From the records below, transcribe only the lines running from the one with "padding:2px 6px; background:#eceeff;" through the one with "translate:-100% -50%; text-align:right". Keep both of those end lines.

══ Excerpted records ══

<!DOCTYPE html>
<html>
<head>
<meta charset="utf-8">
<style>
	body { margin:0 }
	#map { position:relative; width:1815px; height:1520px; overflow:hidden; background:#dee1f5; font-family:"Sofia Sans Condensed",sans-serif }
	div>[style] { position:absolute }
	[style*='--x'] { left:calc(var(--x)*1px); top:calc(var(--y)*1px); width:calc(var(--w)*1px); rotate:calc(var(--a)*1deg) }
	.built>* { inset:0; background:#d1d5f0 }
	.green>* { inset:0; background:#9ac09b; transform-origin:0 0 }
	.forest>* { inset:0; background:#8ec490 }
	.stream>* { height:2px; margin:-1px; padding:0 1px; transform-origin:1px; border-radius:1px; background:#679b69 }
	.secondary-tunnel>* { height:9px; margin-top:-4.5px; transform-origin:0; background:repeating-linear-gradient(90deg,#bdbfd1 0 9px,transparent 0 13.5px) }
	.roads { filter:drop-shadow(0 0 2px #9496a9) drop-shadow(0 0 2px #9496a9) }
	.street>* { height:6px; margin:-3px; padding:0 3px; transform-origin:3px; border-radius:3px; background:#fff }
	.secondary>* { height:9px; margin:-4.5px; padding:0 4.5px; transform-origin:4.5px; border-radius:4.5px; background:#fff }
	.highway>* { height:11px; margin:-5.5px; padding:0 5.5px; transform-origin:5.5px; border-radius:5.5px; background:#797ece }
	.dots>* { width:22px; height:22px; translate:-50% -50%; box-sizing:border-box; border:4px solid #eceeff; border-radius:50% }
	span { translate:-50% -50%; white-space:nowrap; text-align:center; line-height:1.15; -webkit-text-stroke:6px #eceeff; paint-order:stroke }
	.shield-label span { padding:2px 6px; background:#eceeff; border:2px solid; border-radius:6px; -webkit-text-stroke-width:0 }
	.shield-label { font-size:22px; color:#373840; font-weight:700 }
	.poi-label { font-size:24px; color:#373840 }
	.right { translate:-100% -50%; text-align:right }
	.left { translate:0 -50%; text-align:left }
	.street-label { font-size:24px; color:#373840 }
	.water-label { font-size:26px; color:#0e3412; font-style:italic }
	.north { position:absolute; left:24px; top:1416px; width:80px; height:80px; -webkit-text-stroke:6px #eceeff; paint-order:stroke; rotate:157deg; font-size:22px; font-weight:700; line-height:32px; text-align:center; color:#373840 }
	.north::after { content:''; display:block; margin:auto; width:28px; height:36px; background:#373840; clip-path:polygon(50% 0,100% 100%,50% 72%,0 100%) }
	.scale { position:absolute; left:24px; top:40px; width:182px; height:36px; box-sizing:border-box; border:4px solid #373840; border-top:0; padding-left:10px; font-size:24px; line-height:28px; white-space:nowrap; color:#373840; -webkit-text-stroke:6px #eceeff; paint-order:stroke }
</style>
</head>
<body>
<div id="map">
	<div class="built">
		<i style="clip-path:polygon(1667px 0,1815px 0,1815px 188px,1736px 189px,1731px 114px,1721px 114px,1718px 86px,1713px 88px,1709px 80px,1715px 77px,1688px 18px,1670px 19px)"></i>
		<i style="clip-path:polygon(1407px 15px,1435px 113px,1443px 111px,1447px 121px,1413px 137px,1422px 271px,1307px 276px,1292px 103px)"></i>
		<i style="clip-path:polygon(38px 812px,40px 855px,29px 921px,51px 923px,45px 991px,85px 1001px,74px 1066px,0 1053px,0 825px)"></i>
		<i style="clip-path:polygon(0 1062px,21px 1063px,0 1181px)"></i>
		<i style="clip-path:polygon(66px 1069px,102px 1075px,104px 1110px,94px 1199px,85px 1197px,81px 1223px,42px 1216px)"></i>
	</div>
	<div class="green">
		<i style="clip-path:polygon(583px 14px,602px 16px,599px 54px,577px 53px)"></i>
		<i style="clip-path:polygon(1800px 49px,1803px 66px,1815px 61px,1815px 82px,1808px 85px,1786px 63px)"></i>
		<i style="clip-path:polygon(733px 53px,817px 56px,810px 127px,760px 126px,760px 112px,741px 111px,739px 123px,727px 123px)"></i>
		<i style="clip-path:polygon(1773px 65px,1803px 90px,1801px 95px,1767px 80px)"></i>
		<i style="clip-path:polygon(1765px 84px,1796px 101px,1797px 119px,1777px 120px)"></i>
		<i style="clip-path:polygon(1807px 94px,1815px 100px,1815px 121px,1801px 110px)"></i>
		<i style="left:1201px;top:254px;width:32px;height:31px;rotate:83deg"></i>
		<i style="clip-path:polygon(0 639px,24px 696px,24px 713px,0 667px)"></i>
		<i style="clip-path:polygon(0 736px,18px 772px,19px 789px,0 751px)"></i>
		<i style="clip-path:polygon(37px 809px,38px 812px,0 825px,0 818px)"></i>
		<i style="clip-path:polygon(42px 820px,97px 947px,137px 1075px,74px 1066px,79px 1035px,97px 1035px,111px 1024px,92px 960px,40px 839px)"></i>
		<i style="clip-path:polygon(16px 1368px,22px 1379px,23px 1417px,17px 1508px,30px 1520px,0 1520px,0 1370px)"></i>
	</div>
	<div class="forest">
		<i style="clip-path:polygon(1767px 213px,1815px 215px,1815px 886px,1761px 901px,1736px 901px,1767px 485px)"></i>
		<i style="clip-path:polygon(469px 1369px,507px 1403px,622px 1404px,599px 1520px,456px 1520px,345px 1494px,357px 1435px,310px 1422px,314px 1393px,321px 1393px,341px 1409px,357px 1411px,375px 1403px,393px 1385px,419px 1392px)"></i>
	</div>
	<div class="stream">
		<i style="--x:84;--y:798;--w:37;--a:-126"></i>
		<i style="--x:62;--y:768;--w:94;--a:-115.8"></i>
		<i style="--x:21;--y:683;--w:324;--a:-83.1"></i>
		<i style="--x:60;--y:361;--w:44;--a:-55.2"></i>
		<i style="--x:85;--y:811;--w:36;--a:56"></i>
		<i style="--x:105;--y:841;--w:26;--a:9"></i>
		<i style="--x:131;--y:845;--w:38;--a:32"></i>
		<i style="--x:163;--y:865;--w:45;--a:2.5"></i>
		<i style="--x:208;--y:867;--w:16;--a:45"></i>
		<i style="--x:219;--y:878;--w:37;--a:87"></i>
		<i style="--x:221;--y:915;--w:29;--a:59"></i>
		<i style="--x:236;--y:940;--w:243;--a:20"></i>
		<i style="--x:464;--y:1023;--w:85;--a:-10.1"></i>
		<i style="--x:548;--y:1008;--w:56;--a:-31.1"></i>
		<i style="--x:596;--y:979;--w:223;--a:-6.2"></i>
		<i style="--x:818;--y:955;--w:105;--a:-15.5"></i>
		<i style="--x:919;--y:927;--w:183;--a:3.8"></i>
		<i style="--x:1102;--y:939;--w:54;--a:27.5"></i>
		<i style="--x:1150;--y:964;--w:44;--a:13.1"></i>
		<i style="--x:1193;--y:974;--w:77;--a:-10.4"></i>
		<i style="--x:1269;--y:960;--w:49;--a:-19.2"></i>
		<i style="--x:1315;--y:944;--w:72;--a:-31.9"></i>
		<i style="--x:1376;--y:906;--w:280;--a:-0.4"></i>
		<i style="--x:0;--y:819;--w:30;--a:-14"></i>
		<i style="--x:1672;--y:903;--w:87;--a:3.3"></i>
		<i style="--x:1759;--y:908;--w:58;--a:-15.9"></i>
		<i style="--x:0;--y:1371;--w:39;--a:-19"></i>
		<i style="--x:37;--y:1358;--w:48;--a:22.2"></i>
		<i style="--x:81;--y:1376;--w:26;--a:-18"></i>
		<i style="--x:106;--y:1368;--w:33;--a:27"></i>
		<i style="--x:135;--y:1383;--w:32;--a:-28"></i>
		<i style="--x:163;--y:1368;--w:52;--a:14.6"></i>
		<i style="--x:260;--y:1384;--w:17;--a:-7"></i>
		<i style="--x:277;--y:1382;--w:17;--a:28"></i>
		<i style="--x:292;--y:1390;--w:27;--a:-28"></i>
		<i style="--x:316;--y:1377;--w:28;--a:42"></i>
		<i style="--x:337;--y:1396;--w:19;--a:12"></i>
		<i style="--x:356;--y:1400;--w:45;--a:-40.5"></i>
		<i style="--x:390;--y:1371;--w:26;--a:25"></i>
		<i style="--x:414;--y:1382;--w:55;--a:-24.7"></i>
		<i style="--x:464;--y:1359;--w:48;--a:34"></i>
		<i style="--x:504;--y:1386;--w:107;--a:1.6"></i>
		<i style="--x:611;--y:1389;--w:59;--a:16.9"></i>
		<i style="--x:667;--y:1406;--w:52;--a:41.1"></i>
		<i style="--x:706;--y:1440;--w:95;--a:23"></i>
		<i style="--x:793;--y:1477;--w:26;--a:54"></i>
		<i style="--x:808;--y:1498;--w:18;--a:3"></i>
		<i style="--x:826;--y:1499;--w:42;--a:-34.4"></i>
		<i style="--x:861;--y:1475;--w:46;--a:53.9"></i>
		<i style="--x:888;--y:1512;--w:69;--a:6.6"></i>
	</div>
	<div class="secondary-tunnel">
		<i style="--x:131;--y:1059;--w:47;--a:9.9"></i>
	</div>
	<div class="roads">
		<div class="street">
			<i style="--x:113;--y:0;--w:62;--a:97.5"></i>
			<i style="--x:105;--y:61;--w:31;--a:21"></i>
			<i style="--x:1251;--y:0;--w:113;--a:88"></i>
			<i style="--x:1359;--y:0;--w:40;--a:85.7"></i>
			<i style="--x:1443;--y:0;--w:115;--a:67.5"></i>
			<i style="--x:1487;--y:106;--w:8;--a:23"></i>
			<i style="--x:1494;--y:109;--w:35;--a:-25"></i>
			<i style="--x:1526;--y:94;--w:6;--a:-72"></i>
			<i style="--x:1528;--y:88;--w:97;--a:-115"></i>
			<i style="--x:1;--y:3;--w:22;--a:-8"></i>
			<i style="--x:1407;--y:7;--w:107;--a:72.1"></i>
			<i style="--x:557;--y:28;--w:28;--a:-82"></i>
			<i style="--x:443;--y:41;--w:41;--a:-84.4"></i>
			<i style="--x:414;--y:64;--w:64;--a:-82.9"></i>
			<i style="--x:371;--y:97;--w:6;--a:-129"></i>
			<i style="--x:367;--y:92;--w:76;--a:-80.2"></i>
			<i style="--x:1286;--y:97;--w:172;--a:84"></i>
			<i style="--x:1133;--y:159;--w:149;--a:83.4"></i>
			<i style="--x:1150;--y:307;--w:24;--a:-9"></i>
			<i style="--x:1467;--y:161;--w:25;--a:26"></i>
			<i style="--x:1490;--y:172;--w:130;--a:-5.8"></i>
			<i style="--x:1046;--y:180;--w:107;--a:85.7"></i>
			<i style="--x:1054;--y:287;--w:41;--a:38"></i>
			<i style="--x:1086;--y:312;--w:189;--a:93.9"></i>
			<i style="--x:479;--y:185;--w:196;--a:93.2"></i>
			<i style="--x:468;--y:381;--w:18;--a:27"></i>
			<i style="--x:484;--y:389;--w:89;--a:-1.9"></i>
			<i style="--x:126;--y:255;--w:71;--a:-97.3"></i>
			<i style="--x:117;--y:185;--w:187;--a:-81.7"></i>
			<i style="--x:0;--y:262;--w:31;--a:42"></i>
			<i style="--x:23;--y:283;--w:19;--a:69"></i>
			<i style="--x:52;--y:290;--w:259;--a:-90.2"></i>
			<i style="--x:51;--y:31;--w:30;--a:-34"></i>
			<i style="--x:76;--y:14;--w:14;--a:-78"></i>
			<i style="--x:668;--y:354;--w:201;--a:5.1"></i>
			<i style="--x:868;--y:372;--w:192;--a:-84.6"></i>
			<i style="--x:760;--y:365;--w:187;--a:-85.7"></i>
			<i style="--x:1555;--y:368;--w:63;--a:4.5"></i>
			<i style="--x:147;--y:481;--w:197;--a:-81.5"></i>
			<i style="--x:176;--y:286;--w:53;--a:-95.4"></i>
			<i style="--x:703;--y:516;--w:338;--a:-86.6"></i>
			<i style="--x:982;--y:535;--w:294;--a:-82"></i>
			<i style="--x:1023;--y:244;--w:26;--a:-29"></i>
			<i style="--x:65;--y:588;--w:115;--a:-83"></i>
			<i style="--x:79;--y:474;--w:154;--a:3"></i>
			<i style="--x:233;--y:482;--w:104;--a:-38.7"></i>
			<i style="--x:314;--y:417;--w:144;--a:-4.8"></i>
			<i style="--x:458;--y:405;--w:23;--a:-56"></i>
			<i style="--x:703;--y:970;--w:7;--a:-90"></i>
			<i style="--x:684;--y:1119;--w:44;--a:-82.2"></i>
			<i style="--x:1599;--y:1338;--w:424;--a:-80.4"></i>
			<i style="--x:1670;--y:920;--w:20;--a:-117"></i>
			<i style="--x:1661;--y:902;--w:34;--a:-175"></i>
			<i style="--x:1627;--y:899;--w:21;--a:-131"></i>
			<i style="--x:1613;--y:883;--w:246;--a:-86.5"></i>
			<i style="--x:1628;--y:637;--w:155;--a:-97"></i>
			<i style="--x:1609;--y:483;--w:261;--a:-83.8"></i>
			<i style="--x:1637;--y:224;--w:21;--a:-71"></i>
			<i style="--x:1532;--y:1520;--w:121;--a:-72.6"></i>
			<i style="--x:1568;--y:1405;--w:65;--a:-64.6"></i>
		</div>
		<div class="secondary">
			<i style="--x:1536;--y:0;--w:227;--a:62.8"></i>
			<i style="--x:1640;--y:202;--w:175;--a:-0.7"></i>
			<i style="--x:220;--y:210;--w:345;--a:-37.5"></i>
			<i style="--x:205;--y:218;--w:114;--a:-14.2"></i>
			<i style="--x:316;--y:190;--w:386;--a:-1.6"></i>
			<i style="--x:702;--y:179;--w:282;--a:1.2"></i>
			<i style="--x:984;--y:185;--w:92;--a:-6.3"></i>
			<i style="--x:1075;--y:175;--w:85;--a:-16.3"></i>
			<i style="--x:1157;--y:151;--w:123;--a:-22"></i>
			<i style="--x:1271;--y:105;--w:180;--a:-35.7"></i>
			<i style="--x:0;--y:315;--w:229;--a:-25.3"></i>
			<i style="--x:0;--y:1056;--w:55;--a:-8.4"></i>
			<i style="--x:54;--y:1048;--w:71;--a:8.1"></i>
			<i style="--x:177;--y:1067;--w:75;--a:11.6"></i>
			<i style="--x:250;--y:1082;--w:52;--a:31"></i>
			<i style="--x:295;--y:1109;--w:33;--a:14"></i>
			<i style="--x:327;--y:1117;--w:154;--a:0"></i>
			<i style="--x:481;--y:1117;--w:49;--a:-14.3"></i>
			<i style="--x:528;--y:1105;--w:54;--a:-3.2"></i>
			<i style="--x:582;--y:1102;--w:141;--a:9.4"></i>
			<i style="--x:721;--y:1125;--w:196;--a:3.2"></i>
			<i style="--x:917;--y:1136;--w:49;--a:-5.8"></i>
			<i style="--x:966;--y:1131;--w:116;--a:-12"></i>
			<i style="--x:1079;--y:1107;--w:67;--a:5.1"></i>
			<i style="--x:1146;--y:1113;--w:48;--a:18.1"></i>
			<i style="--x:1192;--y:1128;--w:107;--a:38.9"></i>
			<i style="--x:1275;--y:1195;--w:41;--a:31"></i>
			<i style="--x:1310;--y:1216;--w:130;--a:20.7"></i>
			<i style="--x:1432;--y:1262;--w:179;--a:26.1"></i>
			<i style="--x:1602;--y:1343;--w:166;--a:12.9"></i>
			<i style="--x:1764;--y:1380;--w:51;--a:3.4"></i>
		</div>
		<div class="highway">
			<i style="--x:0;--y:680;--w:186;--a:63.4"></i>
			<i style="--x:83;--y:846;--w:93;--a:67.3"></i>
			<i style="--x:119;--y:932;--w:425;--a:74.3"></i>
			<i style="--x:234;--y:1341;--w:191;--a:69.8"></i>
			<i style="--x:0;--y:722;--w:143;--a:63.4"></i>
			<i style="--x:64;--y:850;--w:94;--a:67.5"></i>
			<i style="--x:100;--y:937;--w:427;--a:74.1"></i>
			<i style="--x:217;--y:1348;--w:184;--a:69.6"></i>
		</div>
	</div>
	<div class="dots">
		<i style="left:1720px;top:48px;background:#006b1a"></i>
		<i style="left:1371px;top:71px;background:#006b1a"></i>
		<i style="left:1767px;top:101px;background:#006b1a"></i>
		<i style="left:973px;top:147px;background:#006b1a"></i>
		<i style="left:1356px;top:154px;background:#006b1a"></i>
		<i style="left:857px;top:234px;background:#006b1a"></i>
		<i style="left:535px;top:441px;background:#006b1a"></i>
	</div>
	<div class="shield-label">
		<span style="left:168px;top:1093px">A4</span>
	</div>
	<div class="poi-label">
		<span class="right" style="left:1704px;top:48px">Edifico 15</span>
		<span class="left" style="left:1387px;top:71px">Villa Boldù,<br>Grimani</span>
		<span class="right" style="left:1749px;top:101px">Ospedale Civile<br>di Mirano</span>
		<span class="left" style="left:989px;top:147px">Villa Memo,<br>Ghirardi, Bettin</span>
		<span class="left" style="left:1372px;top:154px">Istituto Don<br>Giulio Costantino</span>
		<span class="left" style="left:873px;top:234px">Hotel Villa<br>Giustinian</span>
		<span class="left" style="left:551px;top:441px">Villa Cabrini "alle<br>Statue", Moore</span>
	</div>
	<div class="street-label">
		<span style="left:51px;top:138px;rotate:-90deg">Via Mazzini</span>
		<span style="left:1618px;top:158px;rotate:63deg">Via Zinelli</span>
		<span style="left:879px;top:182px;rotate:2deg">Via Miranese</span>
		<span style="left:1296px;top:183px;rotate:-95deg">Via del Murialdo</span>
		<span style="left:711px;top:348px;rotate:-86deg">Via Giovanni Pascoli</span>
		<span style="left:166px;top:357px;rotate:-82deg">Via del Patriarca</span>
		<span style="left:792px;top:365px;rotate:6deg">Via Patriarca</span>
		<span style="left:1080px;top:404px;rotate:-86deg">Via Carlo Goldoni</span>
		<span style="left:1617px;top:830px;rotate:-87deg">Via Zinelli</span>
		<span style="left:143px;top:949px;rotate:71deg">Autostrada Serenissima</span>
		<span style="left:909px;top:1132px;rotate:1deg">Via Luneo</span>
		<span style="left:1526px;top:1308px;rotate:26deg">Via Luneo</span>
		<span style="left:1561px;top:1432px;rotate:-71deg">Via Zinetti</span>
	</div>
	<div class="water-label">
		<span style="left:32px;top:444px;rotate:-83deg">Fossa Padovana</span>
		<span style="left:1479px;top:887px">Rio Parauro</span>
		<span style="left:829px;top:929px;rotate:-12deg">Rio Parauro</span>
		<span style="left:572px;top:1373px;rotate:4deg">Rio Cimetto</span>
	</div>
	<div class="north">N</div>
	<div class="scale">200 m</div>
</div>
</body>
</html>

═══

▶ Your response
	.shield-label span { padding:2px 6px; background:#eceeff; border:2px solid; border-radius:6px; -webkit-text-stroke-width:0 }
	.shield-label { font-size:22px; color:#373840; font-weight:700 }
	.poi-label { font-size:24px; color:#373840 }
	.right { translate:-100% -50%; text-align:right }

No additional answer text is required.